Although her judicial record has raised some legitimate concerns, Sotomayor isn't so easily characterized as the radical liberal that some on the right have suggested. She has ruled favorably toward abortion protesters and unfavorably toward minority plaintiffs.

Nevertheless, most criticism has been aimed at perceived racist-sexist remarks from a 2001 diversity speech in which Sotomayor suggested that she, as a Latina, could be more qualified than a white guy. Pause: Don't most women think they're more qualified than most men when it comes to making wise decisions? Kidding, kidding.

What she said: "I would hope that a wise Latina woman with the richness of her experiences would more often than not reach a better conclusion than a white male who hasn't lived that life." Sotomayor may be misguided, but she isn't necessarily a sexist-racist. I say this as a mother of white males (perfect in every way) and author of "Save the Males." Notwithstanding the preceding, I see her point.

Could a white man get away with saying something comparable about a Latina? Of course not. After Latinas have run the world for 2,000 years, they won't be able to say it ever again either.

Finally, context. Sotomayor's point was that the ethnicity and sex of a judge "may and will make a difference in our judging." Who doesn't believe that?

Just for fun, I might argue that Sotomayor is a conservative inasmuch as she implicitly recognizes that men and women are different and bring different perspectives to bear. Radical-liberal types tend to fantasize that sex is not a difference that matters. It also can't be denied that one's racial or ethnic background is profoundly significant, though we all pretend otherwise as convenient. The broader concern, obviously, is that such considerations not interfere with how Lady Justice, her blindfold securely fastened, interprets the law. Hence questions about Sotomayor's role in the now suddenly famous Ricci v. DeStefano case. To think, a few days ago, only seven people outside of New Haven, Conn., knew the name Frank Ricci. Today, rumor has it that Tom Cruise is considering playing Ricci as soon as Joe the Plumber writes the script.

Briefly, Ricci is a white firefighter who performed well on a promotion-related exam.
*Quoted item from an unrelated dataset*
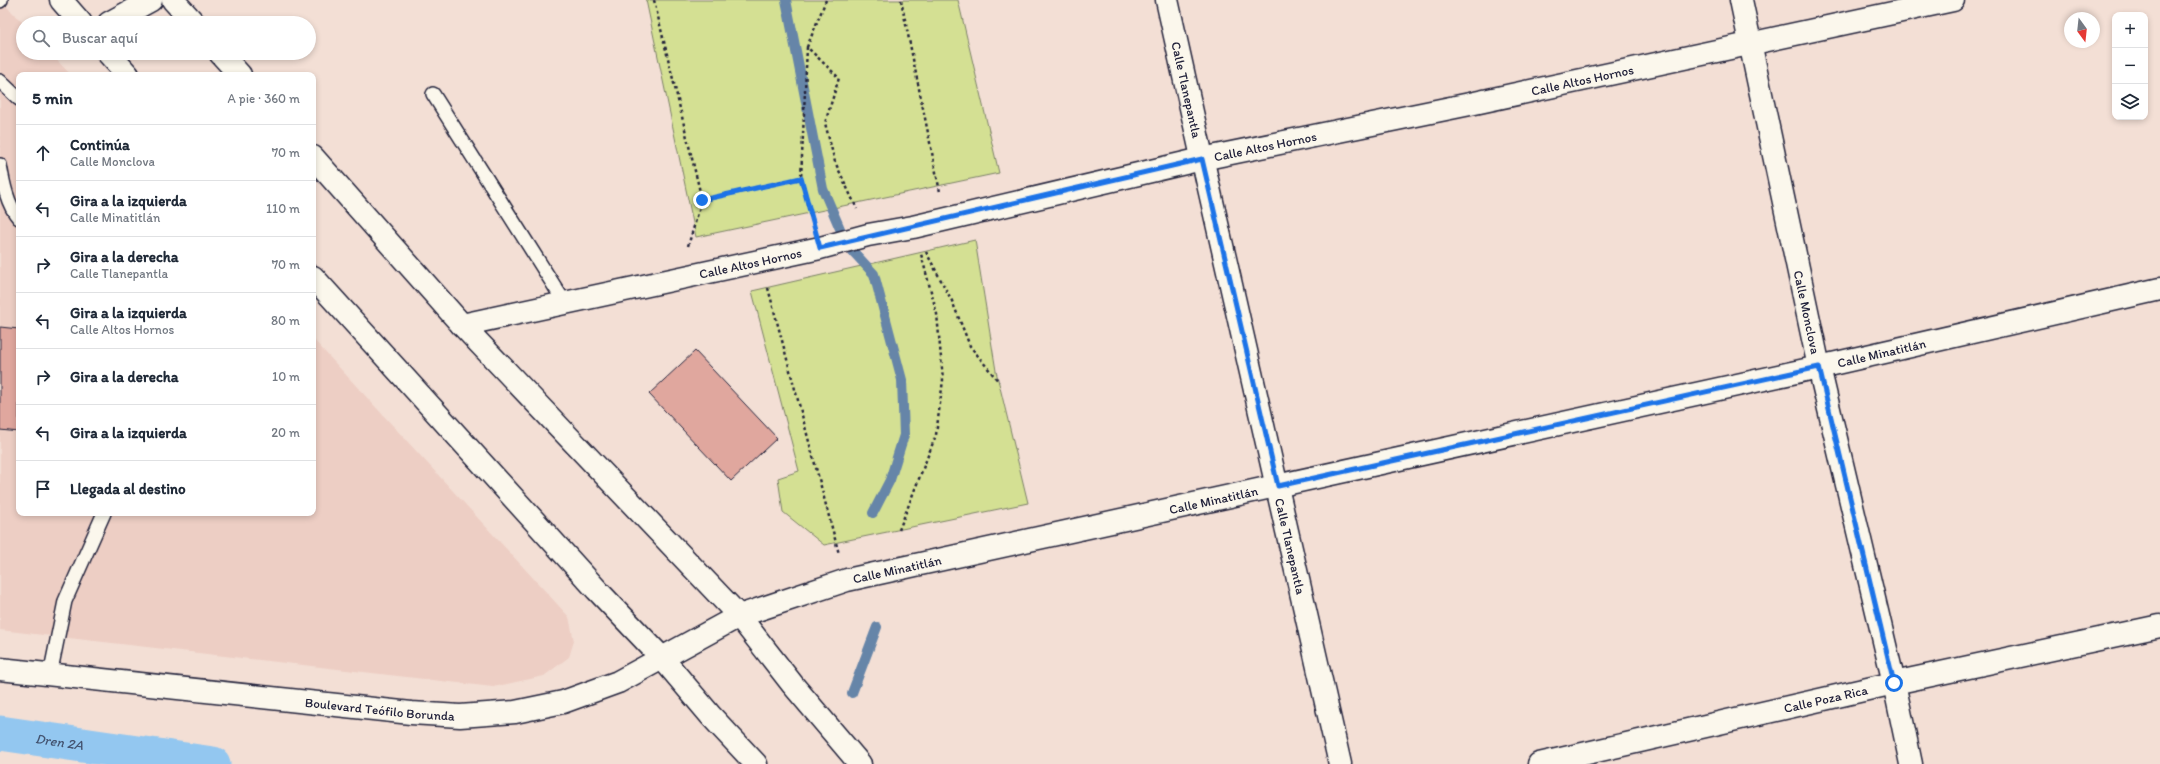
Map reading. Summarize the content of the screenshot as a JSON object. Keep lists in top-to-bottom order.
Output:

But because minorities didn't do as well — and therefore couldn't be promoted — the city tossed the test. Ricci and 19 other firefighters sued.

The pinch for Sotomayor is that she and the other two appellate panelists affirmed a lower-court ruling favoring the city's decision — without evidence of having grappled with the legal issues. Thus, a legitimate question for anyone: What was she thinking?

By the time Sotomayor comes up for a vote, we'll know everything but her ring size.

For now, the hot winds of punditry could use a little chill.

Calling Sotomayor a sexist and racist, far from being fair, is an irrational rush to judgment unbecoming ladies, gentlemen, scoundrels and scholars.